Lounging amid the cushions of the shattered carriage was a horrific skaven clad in armour that might have been fashioned from a thorn bush. He was a huge brute of a creature, his fur midnight-black. Heaped about the monster on his carriage were the spoils he had claimed as his own, a mad confusion of rubbish and treasure. Panes of glass rested beside bolts of cloth, sacks of grain were sprawled across a pile of swords. The carcass of a fresh-slain sheep lay at the warlord’s side, its hide peeled back that the ratman might nibble at its innards like a gourmand with a plate of sweetmeats.

Even from a distance, Gunthar could see the evil glitter in the warlord’s eyes as the creature stared at him.
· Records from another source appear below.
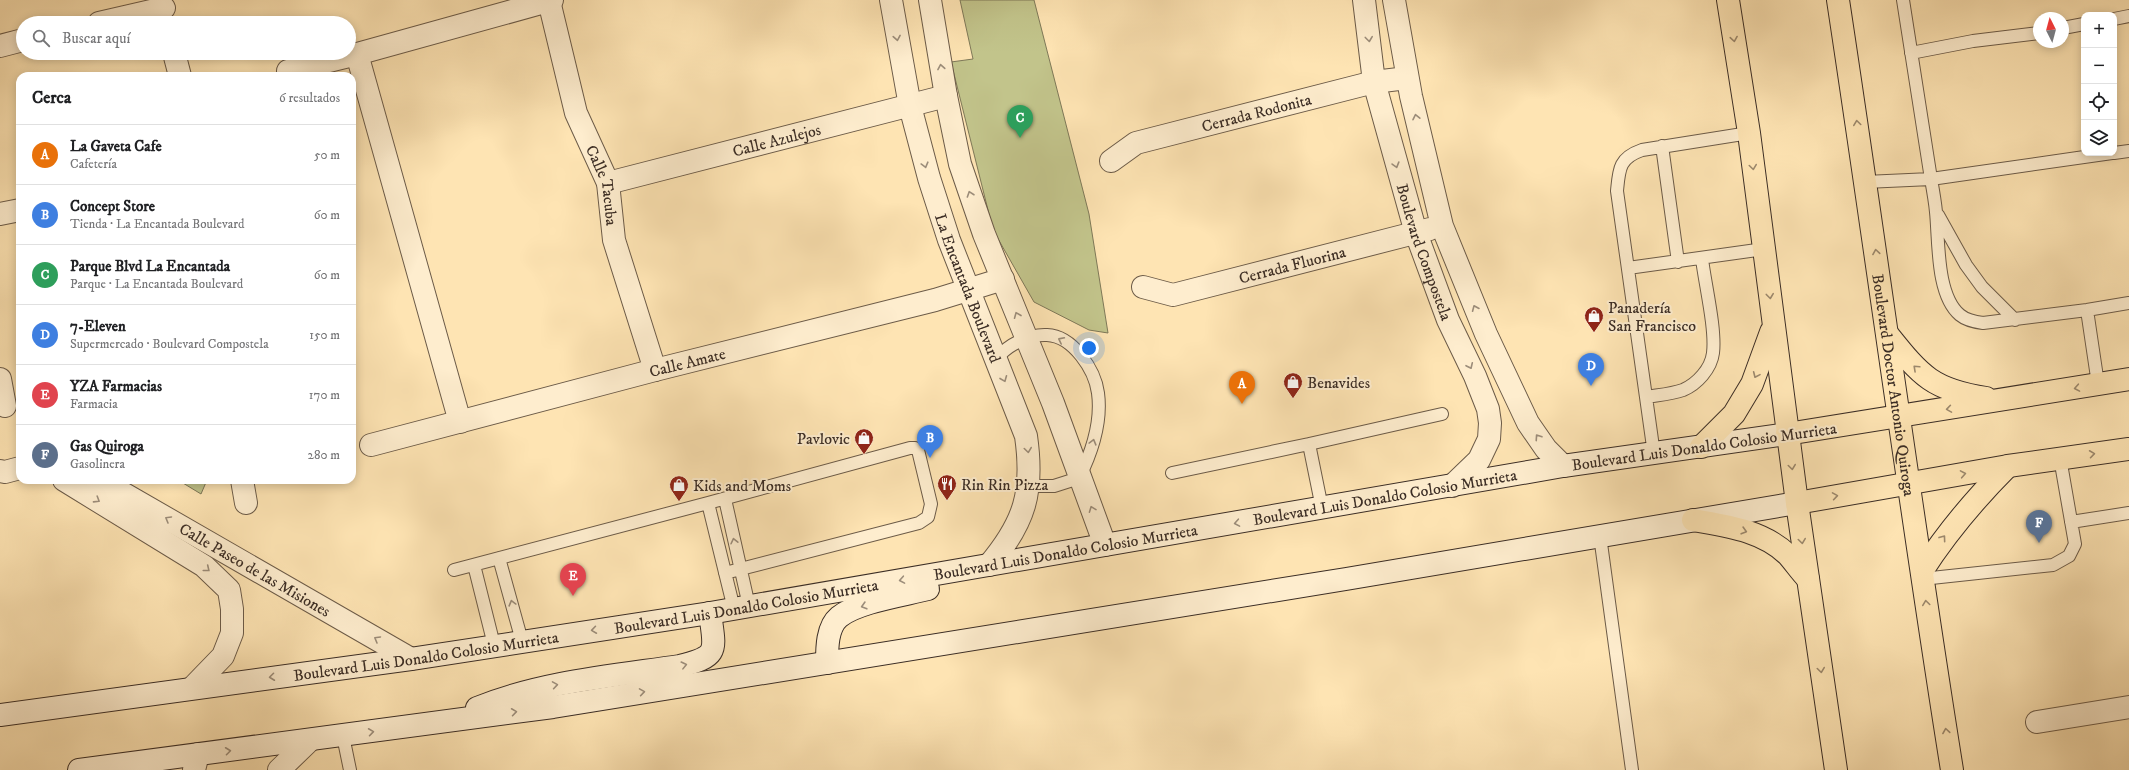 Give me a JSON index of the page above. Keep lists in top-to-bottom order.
{
  "streets": {
    "main road": ["Boulevard Doctor Antonio Quiroga", "Boulevard Luis Donaldo Colosio Murrieta"],
    "street": [
      "Cerrada Rodonita",
      "Calle Azulejos",
      "Calle Tacuba",
      "Boulevard Compostela",
      "Cerrada Fluorina",
      "La Encantada Boulevard",
      "Calle Amate",
      "Calle Paseo de las Misiones"
    ]
  },
  "crossings": [
    ["Cerrada Rodonita", "Boulevard Compostela"],
    ["Calle Azulejos", "Calle Tacuba"],
    ["Calle Azulejos", "La Encantada Boulevard"],
    ["Calle Tacuba", "Calle Amate"],
    ["Boulevard Compostela", "Cerrada Fluorina"],
    ["Boulevard Compostela", "Boulevard Luis Donaldo Colosio Murrieta"],
    ["La Encantada Boulevard", "Calle Amate"],
    ["La Encantada Boulevard", "Boulevard Luis Donaldo Colosio Murrieta"],
    ["Boulevard Doctor Antonio Quiroga", "Boulevard Luis Donaldo Colosio Murrieta"],
    ["Boulevard Luis Donaldo Colosio Murrieta", "Calle Paseo de las Misiones"]
  ],
  "one_way": ["Boulevard Luis Donaldo Colosio Murrieta"],
  "places": {
    "shop": [
      "Panadería San Francisco",
      "Benavides",
      "Pavlovic",
      "Kids and Moms"
    ],
    "restaurant": ["Rin Rin Pizza"]
  },
  "north": "top",
  "page": {
    "map_buttons": ["+", "−"],
    "search": "Buscar aquí",
    "heading": ["Cerca", "6 resultados"],
    "pins": [
      "C",
      "D",
      "A",
      "B",
      "F",
      "E"
    ],
    "list": [
      {
        "mark": "A",
        "name": "La Gaveta Cafe",
        "note": "Cafetería",
        "value": "50 m"
      },
      {
        "mark": "B",
        "name": "Concept Store",
        "note": "Tienda · La Encantada Boulevard",
        "value": "60 m"
      },
      {
        "mark": "C",
        "name": "Parque Blvd La Encantada",
        "note": "Parque · La Encantada Boulevard",
        "value": "60 m"
      },
      {
        "mark": "D",
        "name": "7-Eleven",
        "note": "Supermercado · Boulevard Compostela",
        "value": "150 m"
      },
      {
        "mark": "E",
        "name": "YZA Farmacias",
        "note": "Farmacia",
        "value": "170 m"
      },
      {
        "mark": "F",
        "name": "Gas Quiroga",
        "note": "Gasolinera",
        "value": "280 m"
      }
    ]
  }
} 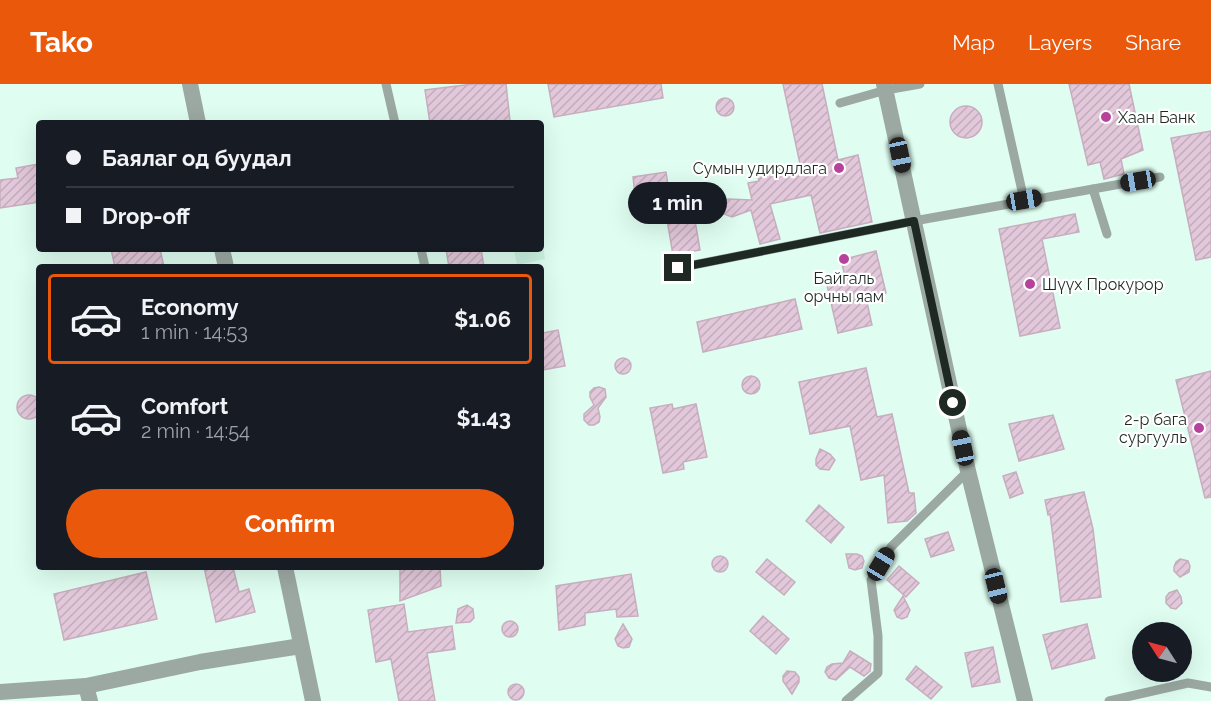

For an instant, as the trap swung closed behind them, silence gripped the plaza. Gunthar saw the skaven turning uneasily towards their hideous overlord, their bestial bloodlust cowering before their terrible king. Even the snipers fell silent as they waited for the attack to begin.

The rat-king lifted his nose, sniffing the air, drinking in the scent of fear wafting up from Gunthar and his soldiers. Then, his lips peeling back to expose clenched fangs, the warlord brought his claws crashing together.

In response to the signal, the skaven hordes set up a deafening chorus of squeaks and shrieks.

An avalanche of fur and fangs closed upon the surrounded men of Middenheim.

Carroburg

Pflugzeit, 1115

For those within the Schloss Hohenbach, the spectre of the plague remained an omnipresent threat. Despite the horrible curative their Emperor had procured for them, despite the isolation of their palatial hermitage, despite everything, they were ruled by fear. Daily, rising from the city below, they would hear the dirge being rung by the temple bells. From the parapets they could see the processions of corpse-carts in the streets, the proliferation of white crosses upon the doors.

It was an affront to the might of Emperor Boris, a slight against his supreme authority. He had delivered these people from the plague, yet the plague refused to abandon its prey. Like a wolf just beyond the firelight, it circled and snarled and snapped.

Emperor Boris, with cruel deliberation, decided to remove the wolf from the castle gates. One afternoon, when the bells below had been particularly active, he gave orders. As a fortress designed to command the River Reik, the walls and towers of Schloss Hohenbach were littered with catapults. The war machines had been poised to lob death and destruction upon any ship so brazen as to flout the sovereignty of Drakwald. Now, at the Emperor’s command, the siege engines were removed, redeployed so that they might visit destruction upon a much different victim.

Encouraging a festive air among his guests, Emperor Boris led the great men of his Empire onto the battlements. Von Metzgernstein’s Dienstleute, supplemented by those Kaiserknecht and palace guards who formed Boris’s own retinue, manned each of the catapults. A great brazier of smouldering coals stood ready beside each machine and nearby were bales of straw drawn from the castle stores.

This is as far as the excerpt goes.